(Source: The Oregonian)

By Jeff Manning, The Oregonian, Portland, Ore.
Jul. 21--Low demand from its aerospace industry customers pushed first-quarter sales at Precision Castparts down $400 million, or 23.8 percent, from same period last year.
Precision earned $240.5 million, $1.70 per diluted share, in the quarter. In the same quarter a year ago, its profit totaled $275.9 million, $1.96 a share.
Sales to GE, Boeing and its other aerospace customers fell $125 million, 15 percent in the quarter compared to the same period a year ago.
"In line with what we stated at the end of last quarter, inventory destocking across our aerospace operations was going to impact sales both in the first and second quarter," said Mark Donegan, Precision's CEO and Chair. "As we look beyond Q2, this situation stabilizes, with the order rate aligning more closely with the current build rates, and our aerospace sales returning close to pre-destocking levels by the end of the fiscal year."

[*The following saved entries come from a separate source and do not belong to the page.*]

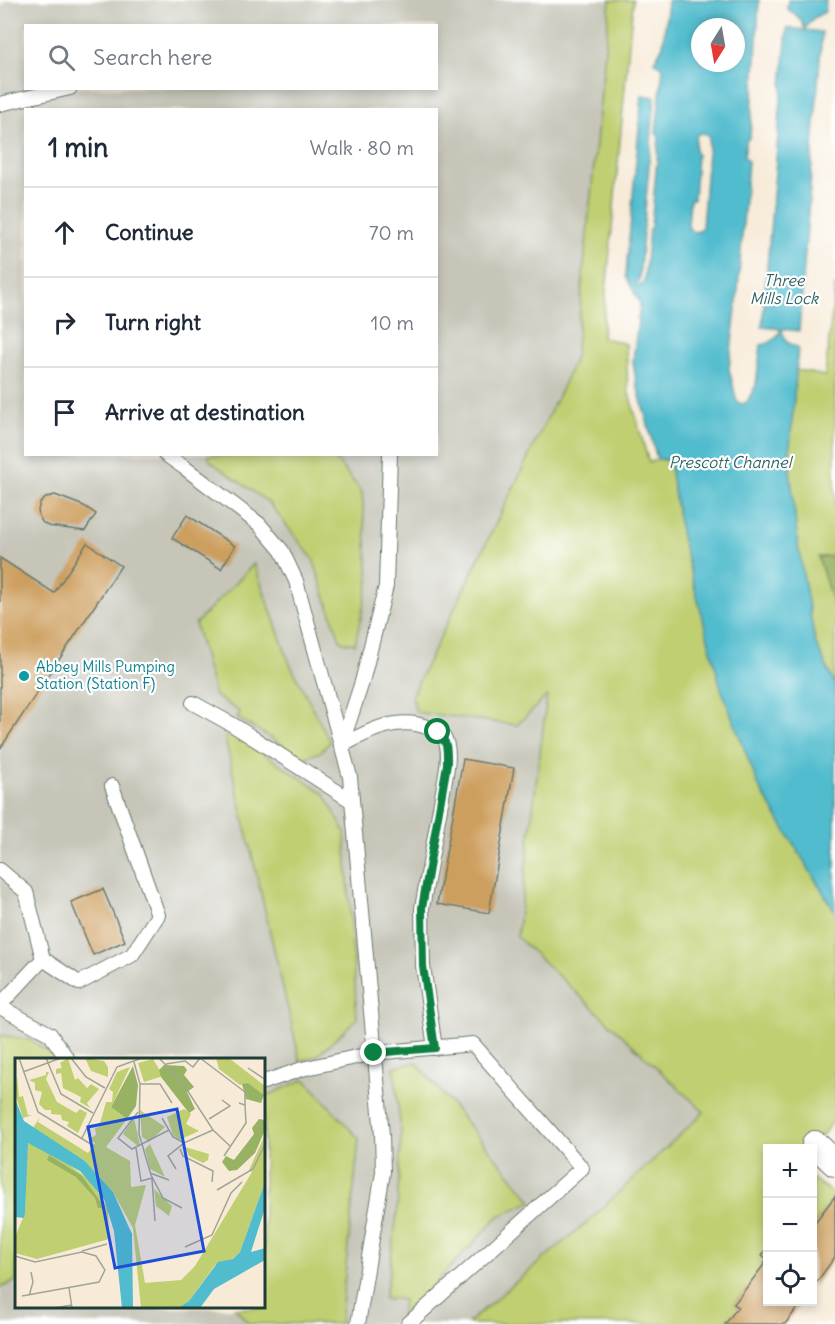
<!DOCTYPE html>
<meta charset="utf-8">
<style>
body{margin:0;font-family:Delius,sans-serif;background:#f6f6f7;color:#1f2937}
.controls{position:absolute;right:18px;bottom:18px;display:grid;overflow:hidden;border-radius:0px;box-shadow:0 3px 9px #0003}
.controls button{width:54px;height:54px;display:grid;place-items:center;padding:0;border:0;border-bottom:2px solid #e0e1e3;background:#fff;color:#1f2937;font:30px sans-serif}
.compass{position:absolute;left:691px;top:18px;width:54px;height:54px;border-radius:50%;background:#fff;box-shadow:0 3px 9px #0003;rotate:191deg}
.stop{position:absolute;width:18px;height:18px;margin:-14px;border:4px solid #0b8043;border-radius:50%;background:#fff}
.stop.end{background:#0b8043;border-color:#fff;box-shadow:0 2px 6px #0008}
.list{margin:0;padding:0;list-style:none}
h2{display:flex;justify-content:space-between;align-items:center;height:78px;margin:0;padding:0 24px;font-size:26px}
h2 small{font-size:20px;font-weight:400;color:#747a83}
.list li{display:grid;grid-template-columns:39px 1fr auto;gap:18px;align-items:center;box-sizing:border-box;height:90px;padding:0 24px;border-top:2px solid #e0e1e3}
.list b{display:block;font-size:22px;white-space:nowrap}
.list em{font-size:20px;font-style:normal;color:#747a83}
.icon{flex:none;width:33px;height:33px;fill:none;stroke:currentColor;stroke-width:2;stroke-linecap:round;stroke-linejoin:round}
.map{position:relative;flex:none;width:835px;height:1324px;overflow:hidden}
.search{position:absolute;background:#fff;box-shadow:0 3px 9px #0003;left:24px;top:24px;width:414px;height:66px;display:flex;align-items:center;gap:15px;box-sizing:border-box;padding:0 21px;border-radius:0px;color:#747a83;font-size:22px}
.panel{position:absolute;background:#fff;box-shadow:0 3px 9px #0003;left:24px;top:108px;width:414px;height:348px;border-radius:0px}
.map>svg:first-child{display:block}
</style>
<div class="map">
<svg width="835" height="1324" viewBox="0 0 835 1324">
<rect width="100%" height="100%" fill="#fff"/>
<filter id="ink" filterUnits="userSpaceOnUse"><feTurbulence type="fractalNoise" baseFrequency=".0167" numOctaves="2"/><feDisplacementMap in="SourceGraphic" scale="12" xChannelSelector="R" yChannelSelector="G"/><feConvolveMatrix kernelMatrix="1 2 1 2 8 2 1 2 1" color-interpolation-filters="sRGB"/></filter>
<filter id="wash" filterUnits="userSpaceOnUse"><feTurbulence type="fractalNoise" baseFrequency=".008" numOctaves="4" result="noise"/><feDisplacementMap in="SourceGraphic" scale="24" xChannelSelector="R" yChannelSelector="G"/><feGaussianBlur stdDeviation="1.35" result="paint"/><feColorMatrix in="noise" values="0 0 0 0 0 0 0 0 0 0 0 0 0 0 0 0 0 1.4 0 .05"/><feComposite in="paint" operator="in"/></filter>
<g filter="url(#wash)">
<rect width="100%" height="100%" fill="#f7ebd8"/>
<!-- industrial -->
<path fill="#c6c5b8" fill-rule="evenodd" d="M7,0H610L575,358L597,402L517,937L704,1112L594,1216L469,1322L470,1324H0V8ZM26,26H436V88H26ZM26,110H436V454H26ZM16,1060H264V1308H16Z"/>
<!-- green -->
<path fill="#bfcf71" stroke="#6f8652" stroke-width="1.5" d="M610,0H633L602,337L626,344L628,390L649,463L657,459L669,460L681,535L721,688L759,786L835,912V1119L812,1148H768V1248L762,1255L767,1259L765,1261L767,1264L768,1302H773L775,1303L767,1314L741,1295L734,1304L747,1315L725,1324H470L469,1322L594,1216L704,1112L517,937L547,696L517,725L416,712L412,695L562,388L575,358Z
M835,285V685L815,642L798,545L789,459L796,370L825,376Z
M208,455H332L362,492L369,581L355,644L342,642L339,637L313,559L269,503L210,461Z
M254,564L289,662L330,742L320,752L304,758L237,718L240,712L215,696L195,624Z
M229,731L324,793L345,832L357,1019L317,1056L300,1061L225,739Z
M0,1035L31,1040L54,1057L56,1060H16V1281L0,1288Z
M416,1062L532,1201L499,1216L401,1319L403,1300L390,1298V1300L384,1299L388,1280L397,1213L401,1134L394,1067Z
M305,1079L359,1139L340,1324H249L235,1308H264V1097Z
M812,1178L835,1195V1208L829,1204L813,1225Z"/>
<!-- forest -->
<path fill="#97b263" stroke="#5b784c" stroke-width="1.5" d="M835,556V611L818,557Z"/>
<!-- water -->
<path fill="#51bccd" stroke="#387c80" stroke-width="1.5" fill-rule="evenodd" d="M668,0H759L756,59L750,137L746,141L744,157L748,161L737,301L729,369L737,402L743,404L747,402L756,385L761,345C771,343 777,339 781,329L762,327L787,28L805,30C802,19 796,14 787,9L788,0H826L825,12C816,16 809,20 805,30L822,32L799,331L781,329L787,342L798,348L789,459L798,545L815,642L835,685V912L759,787L721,688L681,535L669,460L657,459L636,381L633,361L640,304L626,276L627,261L642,95L655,97L639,280L636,282L637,286L644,283L649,229L651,227L659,137L656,133L663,68L654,62L663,45ZM700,27H736V63H700ZM700,133L706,134L709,138L702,228C699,232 696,233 691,231L688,226L690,199H694L697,155L695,150L696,136Z"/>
<g id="blocks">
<!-- building -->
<path fill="#cd9f5f" d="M55,495L84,506L96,514L85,531L48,526L42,522L39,516L38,510L40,503L47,497Z
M187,515L235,546L221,569L172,538Z
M87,543L121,566L0,749V558L54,593Z
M463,759L514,768L489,913L437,904Z
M103,889L125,941L93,955L71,902Z
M835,1196V1257L813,1287V1225Z
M768,1248V1302H802L785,1324H725L738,1307L734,1304L766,1262H765L767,1259L762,1255Z"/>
</g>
</g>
<g filter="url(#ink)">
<use href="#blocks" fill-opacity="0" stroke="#6b7a6d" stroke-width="1.5"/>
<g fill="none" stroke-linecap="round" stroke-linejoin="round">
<!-- lane casing -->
<g stroke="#6b7a6d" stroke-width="16">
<path id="lane" d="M0,104L70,88
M165,454L185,468L259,524L282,551L296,581L350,777L382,1135L383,1172L358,1324
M193,703L233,725L352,801
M341,746C368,731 398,715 429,728C435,730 441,733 444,738C451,749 447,768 445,780L422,908L423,966L435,1048
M341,746L362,682L386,586L390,454
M0,870L26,892L43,959
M0,1005L43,959L79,983L132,955L158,915L112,786
M0,1007L50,1034L68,1060
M264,1082L302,1069L374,1053L473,1044L582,1168L408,1324"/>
</g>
<!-- street casing -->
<g stroke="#6b7a6d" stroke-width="28">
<path id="street" d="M815,1144L835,1163"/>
</g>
<!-- lane -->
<use href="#lane" stroke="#fff" stroke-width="14"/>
<!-- street -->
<use href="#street" stroke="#fff" stroke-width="26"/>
</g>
</g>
<g fill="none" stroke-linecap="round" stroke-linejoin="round" filter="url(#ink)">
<!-- route -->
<path stroke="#0b8043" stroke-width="8" d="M374,1053L435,1048L423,966L422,908L447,764C447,749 448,743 438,732"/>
</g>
<!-- markers -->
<circle fill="#0f9aa8" stroke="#fff" stroke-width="2" cx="24" cy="676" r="6"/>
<g text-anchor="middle" stroke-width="4.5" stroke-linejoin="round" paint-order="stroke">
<!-- culture labels -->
<g font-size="15" fill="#0d838f" stroke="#fff" text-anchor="start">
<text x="36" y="672">Abbey Mills Pumping<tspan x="36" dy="17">Station (Station F)</tspan></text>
</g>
<!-- water labels -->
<g font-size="16" font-style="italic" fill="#2e6362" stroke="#fff">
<text x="784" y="286">Three<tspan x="784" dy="18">Mills Lock</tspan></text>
<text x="730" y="468">Prescott Channel</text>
</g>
</g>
<!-- overview -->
<g transform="translate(15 1058)">
<rect width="250" height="250" fill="#f7ebd8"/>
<path d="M53,0L60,22L63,20L72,30L76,26L84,31L72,45L75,50L65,44L66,39L48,30L46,15L41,16V11L47,10L45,5ZM70,0L89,3L93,9V19L76,13ZM201,0H214L250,28V38L233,25L225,27L204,11ZM138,1L148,18L129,24L123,5ZM115,9L96,49L112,61L91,89L115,103L116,129L131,127L120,167L130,225L166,222L180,208L237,114L234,112L250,77V124L225,194L218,201L200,207L174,243L163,250H126L118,170L98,134L70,103L18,70L25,59L23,64L73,95L80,85L74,81L81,77L80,70L84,69L91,44H97L98,34L94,31L102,14ZM31,14H34L31,21L42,44L61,55L65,51L72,55L63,75L52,68L54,64L47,62L46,57L36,56V52H30L24,46L27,34L20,32V25L14,22L31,17ZM2,17L4,39L8,38L13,57H17L8,60L0,36ZM169,51L176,56L171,66L184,73L164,82L158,77L152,59ZM125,52L150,69L134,84L127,79ZM119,60L125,87L123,88L108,76ZM15,84L45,100L76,123L93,151L94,181L22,201L0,195V179L10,155L11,88ZM135,86L150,119L135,111L130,91ZM170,89L194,96L193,102L188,105L174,98ZM139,131L157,148L154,158L141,148Z" fill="#bfcf71"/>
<path d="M149,7L169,8L172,12L169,17L179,29L172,34L180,51L174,55L146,19L144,12ZM118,8L123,27L121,48L112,61L96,49ZM233,25L249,37L246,45L231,41L227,26ZM244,61L250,62V72L240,95L222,112L214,113L207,104L211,98L219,102L239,76L237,70ZM34,97L67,118L90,150H83L80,140L61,119L32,102Z" fill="#97b263"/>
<path d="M0,41L9,63L70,103L98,134L117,176L118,250H107L99,173L89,141L65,113L13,85L10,155L9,160L0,159ZM250,124V150L236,194L250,190V202L199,231L185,250H163L174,243L203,204L218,201L225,194Z" fill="#51bccd"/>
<path fill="none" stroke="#a1a596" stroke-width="1.5" d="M4,0L23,54L79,88M31,0L46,36L78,55M56,0L71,19L90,30M144,0L167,24L198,72L215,88M119,4L125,26L124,76L136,117L148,140L167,150M151,6L170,3L178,9L185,0L230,34V47M102,9L127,0M233,10L251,22M8,14L46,0M125,26H145L157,45M123,54L103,80L117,91L154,72M147,60L158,79L169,85L198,72M194,61L215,48L207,42M67,80L102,9M121,90L126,123L137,120M165,91L168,98L198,113L197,124M209,98L231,65L230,47L224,45M161,111L153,98L169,85M135,115L154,122M137,121L140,163M202,132L238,111L251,84M170,189L197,177L216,135L227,124M67,193L92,186M0,198L20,204L67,194L81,198L90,212L84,224L7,238M54,230L57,250M14,238L18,224L16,214M39,250L57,247"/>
<path fill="#1d4ed8" fill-opacity="0.15" stroke="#1d4ed8" stroke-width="3" d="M162,51L189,193L100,210L73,69Z"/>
<rect width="250" height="250" fill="none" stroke="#1f3d34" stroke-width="3"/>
</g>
</svg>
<div class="controls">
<button>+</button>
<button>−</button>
<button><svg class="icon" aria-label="locate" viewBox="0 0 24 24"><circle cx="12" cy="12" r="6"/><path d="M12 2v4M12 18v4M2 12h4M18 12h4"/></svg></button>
</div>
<svg class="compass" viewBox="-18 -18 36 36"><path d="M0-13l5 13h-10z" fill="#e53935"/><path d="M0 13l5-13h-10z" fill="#747a83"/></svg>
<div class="stop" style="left:438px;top:732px"></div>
<div class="stop end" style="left:374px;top:1053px"></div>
<div class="search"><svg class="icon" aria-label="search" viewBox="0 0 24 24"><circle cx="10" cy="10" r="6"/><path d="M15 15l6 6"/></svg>Search here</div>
<section class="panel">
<h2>1 min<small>Walk · 80 m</small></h2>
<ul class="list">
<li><svg class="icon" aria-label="ahead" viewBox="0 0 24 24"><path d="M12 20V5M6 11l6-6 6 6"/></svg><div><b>Continue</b></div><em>70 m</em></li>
<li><svg class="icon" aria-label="right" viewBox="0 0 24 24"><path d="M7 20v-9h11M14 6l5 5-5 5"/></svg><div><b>Turn right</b></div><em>10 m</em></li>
<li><svg class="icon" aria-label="arrive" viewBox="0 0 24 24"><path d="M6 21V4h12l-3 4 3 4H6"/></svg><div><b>Arrive at destination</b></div></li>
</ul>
</section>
</div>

A consensus of stock analysts had expected earnings in the $1.75 per share and sales of $1.62 billion. Nevertheless, Precision seems to be handling the economic downturn better than most. While some other companies are struggling to service oversized debt accrued in the boom years, Precision's total debt remains low at just $306 million. The company's cash-on-hand actually increased more than 13 percent during the quarter to finish at $632.1 million.
"Our balance sheet continues to be rock solid," Donegan said. "Even after contributions of more than $190 million to our pension plans early in the first quarter, we increased our cash position. We believe that our strong capacity for cash generation will enable us to take advantage of attractive opportunities that will reap great long-term benefits."
Precision employs more than 19,000 worldwide.